Going through the lines below, tally those that include "forest", and give only the number.

========================================

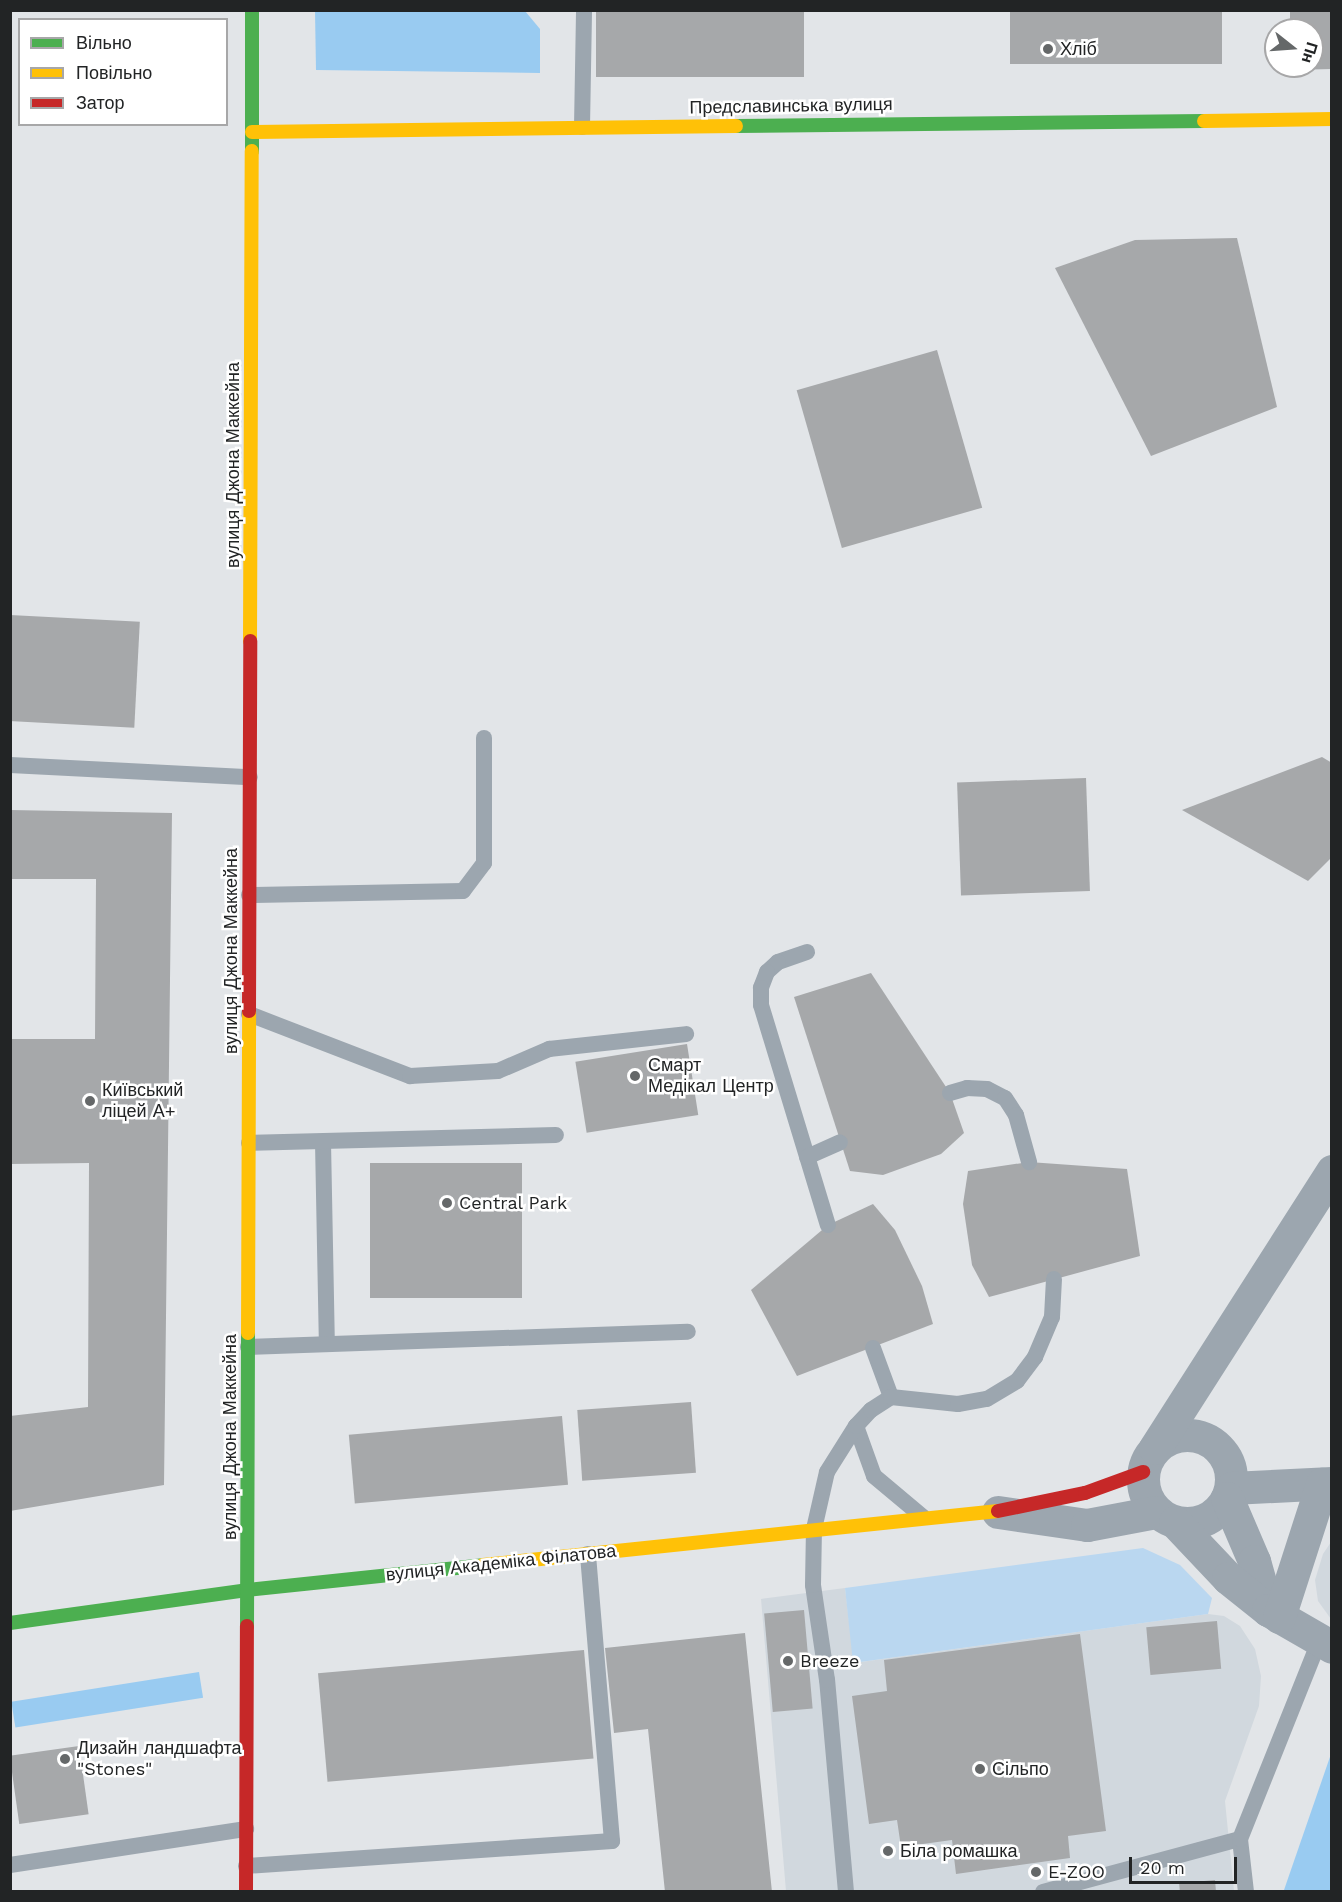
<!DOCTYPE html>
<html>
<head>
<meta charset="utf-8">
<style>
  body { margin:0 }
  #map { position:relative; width:1342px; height:1902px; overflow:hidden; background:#e2e5e8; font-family:"Work Sans",sans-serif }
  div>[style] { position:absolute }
  .built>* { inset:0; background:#d1d8de }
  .green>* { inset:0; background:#bad7f0 }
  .forest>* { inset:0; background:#99cbf1; transform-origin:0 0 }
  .building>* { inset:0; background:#a6a8aa; transform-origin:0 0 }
  .lane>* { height:16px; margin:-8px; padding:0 8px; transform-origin:8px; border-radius:8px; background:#9ca6af }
  .street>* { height:33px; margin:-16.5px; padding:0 16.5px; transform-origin:16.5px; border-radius:16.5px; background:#9ca6af }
  .street>.ring { margin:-16.5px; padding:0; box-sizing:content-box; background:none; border:33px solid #9ca6af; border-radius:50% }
  .fast>* { height:14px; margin:-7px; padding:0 7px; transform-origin:7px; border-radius:7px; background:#4caf50 }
  .slow>* { height:14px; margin:-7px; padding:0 7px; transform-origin:7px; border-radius:7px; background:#ffc107 }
  .jam>* { height:14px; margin:-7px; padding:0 7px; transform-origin:7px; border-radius:7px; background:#c62828 }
  .dots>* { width:16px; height:16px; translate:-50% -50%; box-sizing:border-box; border:3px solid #fff; border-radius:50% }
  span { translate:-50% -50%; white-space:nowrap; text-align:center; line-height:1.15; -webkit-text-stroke:5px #fff; paint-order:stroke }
  .poi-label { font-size:18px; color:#222425 }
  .left { translate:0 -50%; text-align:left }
  .street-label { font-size:18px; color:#222425 }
  .frame { position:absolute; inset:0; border:12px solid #222425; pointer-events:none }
  .legend { position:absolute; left:18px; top:18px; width:210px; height:108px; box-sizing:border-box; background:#fff; border:2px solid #a7a7a8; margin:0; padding:8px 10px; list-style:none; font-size:18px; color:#222425 }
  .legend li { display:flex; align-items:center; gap:12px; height:30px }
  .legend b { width:30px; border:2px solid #a7a7a8 }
  .north { position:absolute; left:1264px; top:18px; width:60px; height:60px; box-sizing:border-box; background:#fff; border:2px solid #a7a7a8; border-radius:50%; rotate:107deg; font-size:16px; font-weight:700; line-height:24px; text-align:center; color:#222425 }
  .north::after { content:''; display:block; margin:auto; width:21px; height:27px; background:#656869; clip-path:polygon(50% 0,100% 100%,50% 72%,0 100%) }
  .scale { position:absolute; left:1129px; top:1857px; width:108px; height:27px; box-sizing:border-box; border:3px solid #222425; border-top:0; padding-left:8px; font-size:18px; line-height:21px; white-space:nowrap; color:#222425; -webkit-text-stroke:4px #fff; paint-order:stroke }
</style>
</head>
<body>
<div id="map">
  <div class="built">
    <i style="clip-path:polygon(1331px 1542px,1331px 1619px,1318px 1601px,1315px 1580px,1323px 1554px)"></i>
    <i style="clip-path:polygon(845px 1588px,854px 1663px,1208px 1614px,1224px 1616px,1240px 1626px,1255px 1649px,1261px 1676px,1259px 1706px,1225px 1801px,1234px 1891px,786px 1891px,761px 1599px)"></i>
  </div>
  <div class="green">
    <i style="clip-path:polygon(1143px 1548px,1180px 1565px,1212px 1598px,1208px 1614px,853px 1663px,845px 1588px)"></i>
  </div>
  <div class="forest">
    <i style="clip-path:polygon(315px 11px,525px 11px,540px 29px,540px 73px,316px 70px)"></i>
    <i style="left:199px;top:1672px;width:26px;height:190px;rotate:81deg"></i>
    <i style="clip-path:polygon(1331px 1754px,1331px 1891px,1287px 1891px,1284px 1890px)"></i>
  </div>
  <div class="building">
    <i style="left:596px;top:10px;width:208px;height:67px"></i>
    <i style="left:1010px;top:10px;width:212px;height:54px"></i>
    <i style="clip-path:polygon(1290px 10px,1332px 10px,1332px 69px,1291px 70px,1291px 66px,1312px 66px,1312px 30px,1290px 30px)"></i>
    <i style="clip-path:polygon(1237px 238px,1277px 407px,1151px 456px,1055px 268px,1135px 240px)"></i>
    <i style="left:937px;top:350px;width:164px;height:146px;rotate:74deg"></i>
    <i style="left:10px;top:615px;width:130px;height:106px;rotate:3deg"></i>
    <i style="clip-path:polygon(1322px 757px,1332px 763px,1332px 857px,1308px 881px,1182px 810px)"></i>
    <i style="left:1086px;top:778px;width:113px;height:129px;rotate:88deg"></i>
    <i style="clip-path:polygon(10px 810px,172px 813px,164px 1485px,10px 1511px,10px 1416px,88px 1407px,89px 1163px,10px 1164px,10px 1039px,95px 1039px,96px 879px,10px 879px)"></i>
    <i style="clip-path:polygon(871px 973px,950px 1093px,964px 1133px,941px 1154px,883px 1175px,850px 1171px,794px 997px)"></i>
    <i style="left:687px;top:1044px;width:72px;height:113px;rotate:81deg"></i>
    <i style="clip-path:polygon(1029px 1162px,1127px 1169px,1140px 1256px,989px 1297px,972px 1265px,963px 1204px,968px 1171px)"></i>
    <i style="left:522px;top:1163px;width:135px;height:152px;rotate:90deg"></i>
    <i style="clip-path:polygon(873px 1204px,895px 1230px,922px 1286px,933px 1324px,797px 1376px,751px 1290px,828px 1225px)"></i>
    <i style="left:691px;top:1402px;width:71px;height:114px;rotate:86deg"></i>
    <i style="left:562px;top:1416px;width:69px;height:214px;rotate:85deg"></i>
    <i style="left:804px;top:1610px;width:99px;height:40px;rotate:85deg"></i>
    <i style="left:1217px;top:1621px;width:48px;height:71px;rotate:85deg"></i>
    <i style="clip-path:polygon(745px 1633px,772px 1892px,665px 1892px,648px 1729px,614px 1733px,605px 1648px)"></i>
    <i style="clip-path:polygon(1080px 1634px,1106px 1831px,1068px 1836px,1070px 1858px,956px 1874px,952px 1840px,901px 1847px,897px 1820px,869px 1824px,852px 1696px,887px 1691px,884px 1660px)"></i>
    <i style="left:584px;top:1650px;width:109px;height:267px;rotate:85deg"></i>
    <i style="left:79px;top:1746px;width:69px;height:70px;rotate:82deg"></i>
    <i style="left:1215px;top:1880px;width:12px;height:36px;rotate:85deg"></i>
  </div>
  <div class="lane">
    <i style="left:582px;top:127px;width:117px;rotate:-89deg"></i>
    <i style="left:10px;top:765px;width:240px;rotate:2.9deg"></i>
    <i style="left:249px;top:895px;width:214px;rotate:-1.1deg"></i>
    <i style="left:463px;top:891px;width:35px;rotate:-53deg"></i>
    <i style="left:484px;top:863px;width:125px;rotate:-90deg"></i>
    <i style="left:807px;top:952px;width:31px;rotate:161deg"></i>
    <i style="left:778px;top:962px;width:15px;rotate:138deg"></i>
    <i style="left:767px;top:972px;width:17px;rotate:111deg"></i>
    <i style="left:761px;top:988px;width:17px;rotate:90deg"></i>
    <i style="left:761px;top:1005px;width:230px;rotate:73.1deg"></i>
    <i style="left:249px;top:1014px;width:173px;rotate:21.1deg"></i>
    <i style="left:410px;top:1076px;width:88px;rotate:-3.3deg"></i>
    <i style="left:498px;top:1071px;width:56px;rotate:-23.3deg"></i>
    <i style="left:549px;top:1049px;width:138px;rotate:-6.2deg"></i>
    <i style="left:950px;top:1093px;width:18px;rotate:-16deg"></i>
    <i style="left:967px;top:1088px;width:20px;rotate:3deg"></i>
    <i style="left:987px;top:1089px;width:20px;rotate:27deg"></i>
    <i style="left:1005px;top:1098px;width:20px;rotate:57deg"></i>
    <i style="left:1016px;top:1115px;width:49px;rotate:74.5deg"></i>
    <i style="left:323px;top:1142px;width:201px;rotate:88.9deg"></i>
    <i style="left:249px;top:1143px;width:307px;rotate:-1.5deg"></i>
    <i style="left:807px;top:1157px;width:36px;rotate:-24deg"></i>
    <i style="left:248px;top:1347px;width:440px;rotate:-2deg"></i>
    <i style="left:873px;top:1348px;width:52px;rotate:69.8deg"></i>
    <i style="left:856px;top:1426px;width:53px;rotate:70.2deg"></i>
    <i style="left:874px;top:1476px;width:64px;rotate:39.9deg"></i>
    <i style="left:10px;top:1865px;width:239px;rotate:-8.7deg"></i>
    <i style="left:246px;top:1866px;width:367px;rotate:-3.9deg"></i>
    <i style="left:612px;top:1841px;width:288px;rotate:-94.8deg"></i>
    <i style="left:846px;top:1892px;width:213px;rotate:-95.1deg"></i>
    <i style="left:827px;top:1680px;width:96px;rotate:-98.4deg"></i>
    <i style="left:813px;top:1585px;width:56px;rotate:-89deg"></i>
    <i style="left:814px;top:1529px;width:58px;rotate:-77.2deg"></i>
    <i style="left:827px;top:1472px;width:54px;rotate:-57.8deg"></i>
    <i style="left:856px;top:1426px;width:22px;rotate:-47deg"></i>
    <i style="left:871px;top:1410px;width:24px;rotate:-33deg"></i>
    <i style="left:891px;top:1397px;width:67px;rotate:6deg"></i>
    <i style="left:958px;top:1404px;width:29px;rotate:-10deg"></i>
    <i style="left:987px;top:1399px;width:35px;rotate:-31deg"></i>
    <i style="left:1017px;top:1381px;width:30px;rotate:-53deg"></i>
    <i style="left:1035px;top:1357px;width:43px;rotate:-67deg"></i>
    <i style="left:1052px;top:1317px;width:38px;rotate:-87deg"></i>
    <i style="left:1043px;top:1892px;width:204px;rotate:-15.1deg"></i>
    <i style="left:1246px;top:1892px;width:53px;rotate:-96.5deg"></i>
    <i style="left:1240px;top:1839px;width:215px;rotate:-68.2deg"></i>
  </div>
  <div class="street">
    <i class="ring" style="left:1143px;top:1435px;width:55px;height:55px"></i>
    <i style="left:1155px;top:1448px;width:329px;rotate:-57.4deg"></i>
    <i style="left:1231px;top:1488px;width:101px;rotate:-2.8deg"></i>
    <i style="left:1227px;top:1498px;width:69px;rotate:66.8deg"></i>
    <i style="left:1254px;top:1561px;width:51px;rotate:74.1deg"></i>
    <i style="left:998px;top:1512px;width:90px;rotate:8.3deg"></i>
    <i style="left:1087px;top:1525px;width:70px;rotate:-10.7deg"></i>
    <i style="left:1175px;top:1522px;width:77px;rotate:46.6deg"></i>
    <i style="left:1228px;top:1578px;width:51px;rotate:38.7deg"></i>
    <i style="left:1268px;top:1610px;width:74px;rotate:30deg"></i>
    <i style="left:1279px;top:1617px;width:140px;rotate:-72.1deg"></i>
  </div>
  <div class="fast">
    <i style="left:736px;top:126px;width:468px;rotate:-0.6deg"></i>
    <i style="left:252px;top:151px;width:141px;rotate:-90deg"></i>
    <i style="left:10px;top:1623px;width:239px;rotate:-7.9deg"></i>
    <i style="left:247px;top:1590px;width:237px;rotate:-6deg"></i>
    <i style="left:247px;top:1626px;width:293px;rotate:-89.8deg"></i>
  </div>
  <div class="slow">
    <i style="left:1204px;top:121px;width:128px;rotate:-0.9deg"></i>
    <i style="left:252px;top:132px;width:484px;rotate:-0.7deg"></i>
    <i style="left:250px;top:641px;width:490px;rotate:-89.8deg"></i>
    <i style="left:248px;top:1333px;width:322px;rotate:-89.8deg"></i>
    <i style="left:483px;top:1565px;width:518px;rotate:-5.99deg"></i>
  </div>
  <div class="jam">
    <i style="left:249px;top:1011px;width:370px;rotate:-89.8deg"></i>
    <i style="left:998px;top:1511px;width:89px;rotate:-11.7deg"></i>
    <i style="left:1085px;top:1493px;width:62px;rotate:-19.9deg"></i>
    <i style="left:246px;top:1892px;width:266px;rotate:-89.8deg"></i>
  </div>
  <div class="dots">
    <i style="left:1048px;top:49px;background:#656869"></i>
    <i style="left:635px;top:1076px;background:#656869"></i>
    <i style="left:90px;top:1101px;background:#656869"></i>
    <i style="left:447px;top:1203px;background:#656869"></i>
    <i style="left:788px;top:1661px;background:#656869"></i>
    <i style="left:65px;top:1759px;background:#656869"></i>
    <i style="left:980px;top:1769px;background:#656869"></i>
    <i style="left:888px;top:1851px;background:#656869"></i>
    <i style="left:1036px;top:1872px;background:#656869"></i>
  </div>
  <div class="poi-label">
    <span class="left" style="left:1060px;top:49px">Хліб</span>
    <span class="left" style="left:648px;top:1076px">Смарт<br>Медікал Центр</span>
    <span class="left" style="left:102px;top:1101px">Київський<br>ліцей А+</span>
    <span class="left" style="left:459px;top:1203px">Central Park</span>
    <span class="left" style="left:800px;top:1661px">Breeze</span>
    <span class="left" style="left:77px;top:1759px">Дизайн ландшафта<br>"Stones"</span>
    <span class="left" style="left:992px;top:1769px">Сільпо</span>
    <span class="left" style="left:900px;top:1851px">Біла ромашка</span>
    <span class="left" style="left:1048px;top:1872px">E-ZOO</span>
  </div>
  <div class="street-label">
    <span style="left:791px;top:106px;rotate:-1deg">Предславинська вулиця</span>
    <span style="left:233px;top:465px;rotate:-90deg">вулиця Джона Маккейна</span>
    <span style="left:231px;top:951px;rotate:-90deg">вулиця Джона Маккейна</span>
    <span style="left:230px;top:1437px;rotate:-90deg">вулиця Джона Маккейна</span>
    <span style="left:501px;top:1563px;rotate:-6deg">вулиця Академіка Філатова</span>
  </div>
  <div class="frame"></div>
  <ul class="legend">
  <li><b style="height:8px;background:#4caf50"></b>Вільно</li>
  <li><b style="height:8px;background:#ffc107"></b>Повільно</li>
  <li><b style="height:8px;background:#c62828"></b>Затор</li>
  </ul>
  <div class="north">Пн</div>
  <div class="scale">20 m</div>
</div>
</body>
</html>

========================================

• _Answer_:
2